▶ **Task item**
Within the data below, find the string "fabs" and return each line where it occurs.

*** Data to process

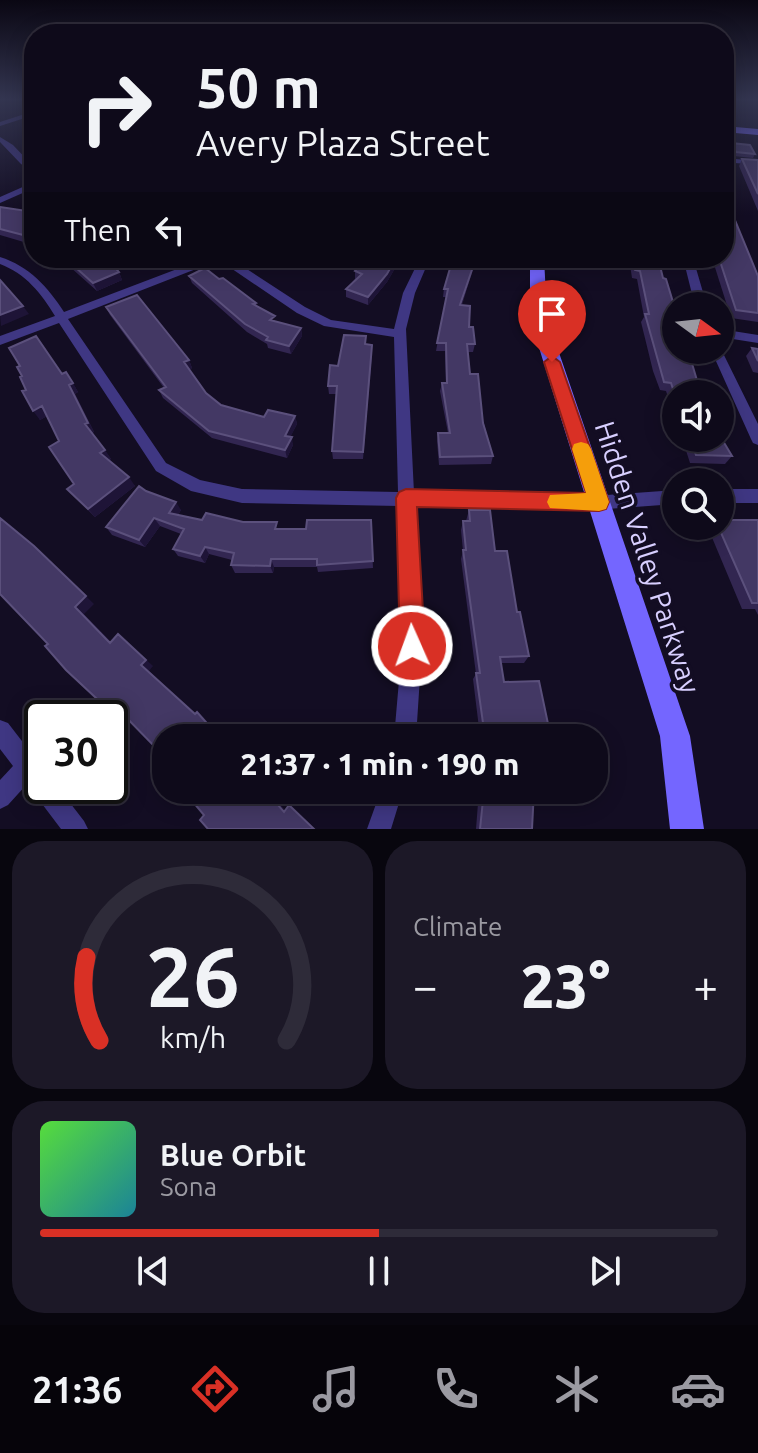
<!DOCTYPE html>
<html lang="en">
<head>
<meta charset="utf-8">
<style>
  :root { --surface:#0e0a1a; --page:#1c1827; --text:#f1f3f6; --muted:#9b9aa2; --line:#2e2b39; --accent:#d93025 }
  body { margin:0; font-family:Ubuntu,sans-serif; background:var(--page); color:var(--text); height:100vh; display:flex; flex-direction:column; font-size:30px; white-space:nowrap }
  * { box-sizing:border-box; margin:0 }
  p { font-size:26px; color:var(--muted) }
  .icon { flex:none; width:44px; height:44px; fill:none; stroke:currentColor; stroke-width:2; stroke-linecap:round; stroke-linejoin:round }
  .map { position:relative; height:829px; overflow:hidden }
  .sheet { display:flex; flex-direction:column; gap:12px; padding:12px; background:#08060e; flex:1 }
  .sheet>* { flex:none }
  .hud { position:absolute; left:24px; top:24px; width:710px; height:244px; border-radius:32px; box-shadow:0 4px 20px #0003,0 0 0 2px var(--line); background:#0e0a1a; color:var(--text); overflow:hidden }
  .needle { width:52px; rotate:105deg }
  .fabs { position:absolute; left:662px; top:292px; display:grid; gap:16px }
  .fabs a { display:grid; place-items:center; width:72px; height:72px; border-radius:50%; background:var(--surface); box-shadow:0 4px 20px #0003,0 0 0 2px var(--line); font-size:40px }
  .speed { position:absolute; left:24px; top:700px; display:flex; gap:16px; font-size:40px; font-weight:700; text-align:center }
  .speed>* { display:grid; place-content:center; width:104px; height:104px; border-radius:50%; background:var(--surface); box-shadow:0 4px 20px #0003,0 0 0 2px var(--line); line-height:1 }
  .speed .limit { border:4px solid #111; border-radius:12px; background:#fff; color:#111 }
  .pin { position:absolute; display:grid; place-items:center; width:68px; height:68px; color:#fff; margin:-82px -34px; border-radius:50% 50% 50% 0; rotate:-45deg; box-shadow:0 0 8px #0007 }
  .pin .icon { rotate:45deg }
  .me { position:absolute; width:88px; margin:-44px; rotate:358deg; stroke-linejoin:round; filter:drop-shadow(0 0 6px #0008) }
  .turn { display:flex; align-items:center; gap:28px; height:168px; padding:0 40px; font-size:36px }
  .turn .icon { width:104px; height:104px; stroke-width:2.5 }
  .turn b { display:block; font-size:56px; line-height:68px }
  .then { display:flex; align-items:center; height:76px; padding:0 40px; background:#0003; gap:16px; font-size:30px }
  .big { font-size:60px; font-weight:800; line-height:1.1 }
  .sheet .widget { flex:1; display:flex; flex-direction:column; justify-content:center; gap:12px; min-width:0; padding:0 28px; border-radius:32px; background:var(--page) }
  .sheet .dial { align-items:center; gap:0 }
  .dial svg { height:208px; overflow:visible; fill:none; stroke:var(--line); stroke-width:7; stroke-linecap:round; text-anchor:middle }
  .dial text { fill:var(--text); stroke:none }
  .song { display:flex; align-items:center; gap:24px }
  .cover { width:96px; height:96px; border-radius:12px; background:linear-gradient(135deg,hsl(110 70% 55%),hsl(190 70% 35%)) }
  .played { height:8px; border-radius:4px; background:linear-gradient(90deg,var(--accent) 50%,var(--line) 50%) }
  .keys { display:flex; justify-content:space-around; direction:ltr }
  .heat { display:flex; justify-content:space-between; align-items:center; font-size:44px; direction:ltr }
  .sheet .tiles { flex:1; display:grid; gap:12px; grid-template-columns:1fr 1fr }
  .widget:last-child { grid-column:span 2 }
  .trip { position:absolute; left:152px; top:724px; width:456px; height:80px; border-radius:32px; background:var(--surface); box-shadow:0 4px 20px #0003,0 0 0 2px var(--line); font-weight:800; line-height:80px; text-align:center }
  .tabs { display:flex; height:128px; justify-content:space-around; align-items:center; background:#06040a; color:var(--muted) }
  .tabs .icon { width:56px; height:56px }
  .tabs .current { color:var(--accent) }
  .tabs b { font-size:36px; color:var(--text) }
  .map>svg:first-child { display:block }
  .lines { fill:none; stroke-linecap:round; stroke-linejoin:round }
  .street { fill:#3f3783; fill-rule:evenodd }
  .secondary { fill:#7466ff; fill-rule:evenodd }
  .wall { fill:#322651 }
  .shaded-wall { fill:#1e1437 }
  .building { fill:#433864; stroke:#5b507c; stroke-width:2 }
  .route { fill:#d93025; stroke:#8d1f18; stroke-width:2 }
  .slow { fill:#f59e0b }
  .labels { text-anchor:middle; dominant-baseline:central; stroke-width:7; stroke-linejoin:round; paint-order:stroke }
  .near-street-label { font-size:28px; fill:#d8cfff; stroke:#130d23 }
</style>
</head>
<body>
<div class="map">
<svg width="758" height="829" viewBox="0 0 758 829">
  <rect width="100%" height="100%" fill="#130d23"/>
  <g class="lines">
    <path class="street" d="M34,111V115L0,126V122Z
      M0,137L13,145L34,167V172L21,164L0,142Z
      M724,158L758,161V165L724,162Z
      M34,182V188L0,203V197Z
      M0,257C29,266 48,287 64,312L206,258H230L305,307L331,320L394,329L403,293L420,258H430L415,293L406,329L414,493L593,496L676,490V504L593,510L415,506L422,646L416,738H394L402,646L399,506L242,503L191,491L156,471L59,323L0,345V336L55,316C41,293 26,274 0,264ZM219,260L297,313L324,326L394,337L398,492L242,489L200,480L166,463L68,319Z
      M519,258H541L542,260L537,263Z
      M683,258H693L707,306H695Z
      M720,329L758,335V343L720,337Z
      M720,347L758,424V445L753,443L751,439L711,350H720Z
      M720,489H758V503H720Z
      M0,720L8,723L42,767V786H57L84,821L88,829H61L27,784L8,805L0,809V780L13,766L0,749Z
      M381,790H403L391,829H367Z"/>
    <path class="secondary" d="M724,126L758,129V135L724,132Z
      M530,258H544L546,296L554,338L690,736L704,829H670L660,736L536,338L530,296Z"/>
  </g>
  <path class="wall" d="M731,143L755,154L753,158L734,156L730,147Z
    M742,159L758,160V211L739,166Z
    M34,185V198L30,197L27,190Z
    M0,207L34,212V245L0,235Z
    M60,258H107L119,272L122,280L97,291Z
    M364,258H401L387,282L368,305L346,297V289L355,279V271L366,259Z
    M453,258H476L462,305L475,344L473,352H468L470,374L493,456L491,464L439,465L437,441L438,433H448L440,391L442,383H446L445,351H436L446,297H443L444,289Z
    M629,258H658L676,394V421L666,391L660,390L653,371L641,322L644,317L637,279L632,278Z
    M712,258H724L758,276V322L731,318Z
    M189,276L219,279L256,303L257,307L276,322L301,328L302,336L291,354L268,348L267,344L247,332L192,283Z
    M106,307L189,360L192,368L189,370L206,393L221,405L264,417L295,416L297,424L290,437L293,445L287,458L212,438L163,398L159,390L164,388L110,315Z
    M366,344L372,345V353L363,459H333L332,451L336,394H329L328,386L338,366Z
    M752,348L758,349V373L753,372L746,356Z
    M66,372L78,392L75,394L94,432L92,433L111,459L109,460L135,486L95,517L67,489L74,484L59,441L47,416L40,420L26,390L22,376L62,374Z
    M682,438H720L732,456L725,464L690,463Z
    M146,491L181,510L178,515L202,520L279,529H306L371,520L373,568L318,572L317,567H274L273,573H235L231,565L232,560L209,554L205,563L178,556L173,549L181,534L160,526L145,547L112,535L106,527Z
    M469,510L495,551L517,612L529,656L524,663H501L504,682L551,738H487L486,728H479L473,679L476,674L461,559L463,551L461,530L463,521H466Z
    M758,520V615L755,609H742L708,528L710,526H720Z
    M469,790H534L532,829H476L478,803L468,800Z"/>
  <path class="shaded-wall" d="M396,258H401L387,282L368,305V297Z
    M476,258V261L459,313L460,305Z
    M119,272L122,280L97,291L93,283Z
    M23,306L29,314L1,326L0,315Z
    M301,328L302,336L291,354L289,346Z
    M372,345V353L363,459V452Z
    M189,360L192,368L187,371L184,362Z
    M73,383L78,392L75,394L94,432L91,433L85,424L69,385Z
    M42,406L49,415L40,420L33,411Z
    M295,416L297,424L287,444L285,436Z
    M292,437L293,445L287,458L285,450Z
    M105,450L111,459L106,461L100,453Z
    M129,477L135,486L95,517L88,509Z
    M176,502L181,510L174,521L169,513Z
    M154,518L160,526L145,547L139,540Z
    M205,547L209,554L205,563L200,556Z
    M43,554L94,604L84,614L118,649L110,643L75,607Z
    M271,559L274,567L273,573L270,566Z
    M118,634L153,666L149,671L201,719L141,665Z
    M115,706L123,711L119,716L110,711Z
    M197,712L203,717L222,738H220Z
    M265,790H267L288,813L284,812Z"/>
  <path class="building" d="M731,143L750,145L755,154L736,152Z
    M742,159L758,160V194Z
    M34,185V192L27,190Z
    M724,196H725L758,276V313L736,310L719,258H724Z
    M0,207L34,212V240L27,236L0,229Z
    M65,258H107L119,272L93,283Z
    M367,258H396L387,274L368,297L346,289L362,274L355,271Z
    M453,258H476L460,305L470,306L469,327H473L475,344H467L470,374H478L483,423L493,456L440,457L438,433H450L442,383H447L446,343H437L448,289H444Z
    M633,258H658L663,278L666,279L676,312V350H688L701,394H676V398L671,383L664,382L645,314H649L640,271L635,270Z
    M205,268L219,279L223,278L256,303L253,304L275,316L270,320L301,328L289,346L266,340L268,337L245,324L189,276Z
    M0,280L23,306L0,315Z
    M137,295L189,360L184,362L206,393L221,405L264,417L268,410L295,416L285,436L292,437L285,450L209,431L159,390L166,387L106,307Z
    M344,335L366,336L365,344L372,345L363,452L332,451L337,386H328L330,365L338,366Z
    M36,336L62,374L66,372L73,383L69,385L88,423L85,424L105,450L100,453L129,477L88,509L67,489L74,484L49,447L59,441L42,406L33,411L22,391L26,390L20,377L22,376L17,367L20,366L9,348Z
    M752,348L758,349V361Z
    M720,436L732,456L696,455L690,438H720Z
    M139,486L146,491L176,502L169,513L202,520L206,513L243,522H277L275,529H306L307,520H371L373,561L317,565V559H271L270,566L231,565L234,553L205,547L200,556L173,549L184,529L154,518L139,540L106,527Z
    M469,510H490L495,551H507L517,612H520L529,656L500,657L504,682L539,681L551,738H500V736H492L490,723H483L476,673H480L463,550H466L463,521H470Z
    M0,518L34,546L86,596L75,607L110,643L118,634L146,660L141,665L195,714L197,712L220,738H166V771L156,759L161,753L115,706L110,711L66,670L45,646L48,644L0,594Z
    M720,520H758V603H752L718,526H720Z
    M183,790H265L284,812L289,805L314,829H208L200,820L204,815Z
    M472,790H534L532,829H480L483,800L472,797Z"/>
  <linearGradient id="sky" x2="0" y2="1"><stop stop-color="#0a0713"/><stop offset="0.46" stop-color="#333550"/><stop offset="1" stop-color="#333550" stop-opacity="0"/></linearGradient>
  <rect width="758" height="215" fill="url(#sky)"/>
  <path class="route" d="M552,356L560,362L609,502L606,509L599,511L417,507L425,646L421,655L412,658L403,655L400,646L396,498L399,492L406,489L586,493L544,362Z"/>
  <path class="slow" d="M581,442L588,444L591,449L609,502L606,509L599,511L550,508L547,502L550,495L586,493L572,449L574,444Z"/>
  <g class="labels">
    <g class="near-street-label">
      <text transform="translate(648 557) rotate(72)">Hidden Valley Parkway</text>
    </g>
  </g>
</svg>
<div class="fabs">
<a><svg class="needle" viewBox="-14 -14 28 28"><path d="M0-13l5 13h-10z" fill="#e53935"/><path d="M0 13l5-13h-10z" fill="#9b9aa2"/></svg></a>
<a><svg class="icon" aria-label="sound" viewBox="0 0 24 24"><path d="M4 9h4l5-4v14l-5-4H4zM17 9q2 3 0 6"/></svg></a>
<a><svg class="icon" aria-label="search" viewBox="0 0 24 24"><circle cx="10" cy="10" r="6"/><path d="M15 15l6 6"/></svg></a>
</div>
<div class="speed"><div class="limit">30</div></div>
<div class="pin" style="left:552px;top:362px;background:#d93025"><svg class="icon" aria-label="arrive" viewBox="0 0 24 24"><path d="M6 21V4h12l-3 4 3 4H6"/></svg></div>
<svg class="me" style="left:412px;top:646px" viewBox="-20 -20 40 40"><circle r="17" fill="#d93025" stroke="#fff" stroke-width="3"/><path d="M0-11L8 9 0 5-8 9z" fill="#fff"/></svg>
<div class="trip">21:37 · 1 min · 190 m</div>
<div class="hud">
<div class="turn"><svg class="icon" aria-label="right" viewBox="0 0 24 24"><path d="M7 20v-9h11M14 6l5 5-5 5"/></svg><div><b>50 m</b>Avery Plaza Street</div></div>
<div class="then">Then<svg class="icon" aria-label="left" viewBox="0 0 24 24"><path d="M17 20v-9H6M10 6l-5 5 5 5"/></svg></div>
</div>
</div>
<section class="sheet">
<div class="tiles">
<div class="widget dial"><svg viewBox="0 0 100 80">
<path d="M14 69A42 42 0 1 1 86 69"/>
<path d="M14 69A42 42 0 0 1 9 37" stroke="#d93025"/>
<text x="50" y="56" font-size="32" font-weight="700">26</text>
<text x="50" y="72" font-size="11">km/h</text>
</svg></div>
<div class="widget"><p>Climate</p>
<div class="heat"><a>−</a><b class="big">23°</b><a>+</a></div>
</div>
<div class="widget">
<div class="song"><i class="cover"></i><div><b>Blue Orbit</b><p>Sona</p></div></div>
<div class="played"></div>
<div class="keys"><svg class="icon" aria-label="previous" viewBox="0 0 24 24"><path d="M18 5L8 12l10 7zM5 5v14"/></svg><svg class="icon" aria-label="pause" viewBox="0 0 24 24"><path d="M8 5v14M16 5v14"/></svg><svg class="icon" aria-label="next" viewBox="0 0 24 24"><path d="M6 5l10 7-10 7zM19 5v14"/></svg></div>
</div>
</div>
</section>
<nav class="tabs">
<b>21:36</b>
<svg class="icon current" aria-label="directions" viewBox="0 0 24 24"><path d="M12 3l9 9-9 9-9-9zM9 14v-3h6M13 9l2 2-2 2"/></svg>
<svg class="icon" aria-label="music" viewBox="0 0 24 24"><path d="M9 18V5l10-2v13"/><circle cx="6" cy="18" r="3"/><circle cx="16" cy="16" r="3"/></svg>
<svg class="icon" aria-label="phone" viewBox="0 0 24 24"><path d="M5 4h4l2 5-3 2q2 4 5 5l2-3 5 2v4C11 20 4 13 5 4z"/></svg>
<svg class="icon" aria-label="climate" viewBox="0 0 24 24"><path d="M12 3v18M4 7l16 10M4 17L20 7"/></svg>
<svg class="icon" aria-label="car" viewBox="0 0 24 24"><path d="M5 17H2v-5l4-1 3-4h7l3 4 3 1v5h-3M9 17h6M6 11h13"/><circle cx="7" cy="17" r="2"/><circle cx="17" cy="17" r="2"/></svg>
</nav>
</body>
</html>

******

▶ **Answer to the problem**
  .fabs { position:absolute; left:662px; top:292px; display:grid; gap:16px }
  .fabs a { display:grid; place-items:center; width:72px; height:72px; border-radius:50%; background:var(--surface); box-shadow:0 4px 20px #0003,0 0 0 2px var(--line); font-size:40px }
<div class="fabs">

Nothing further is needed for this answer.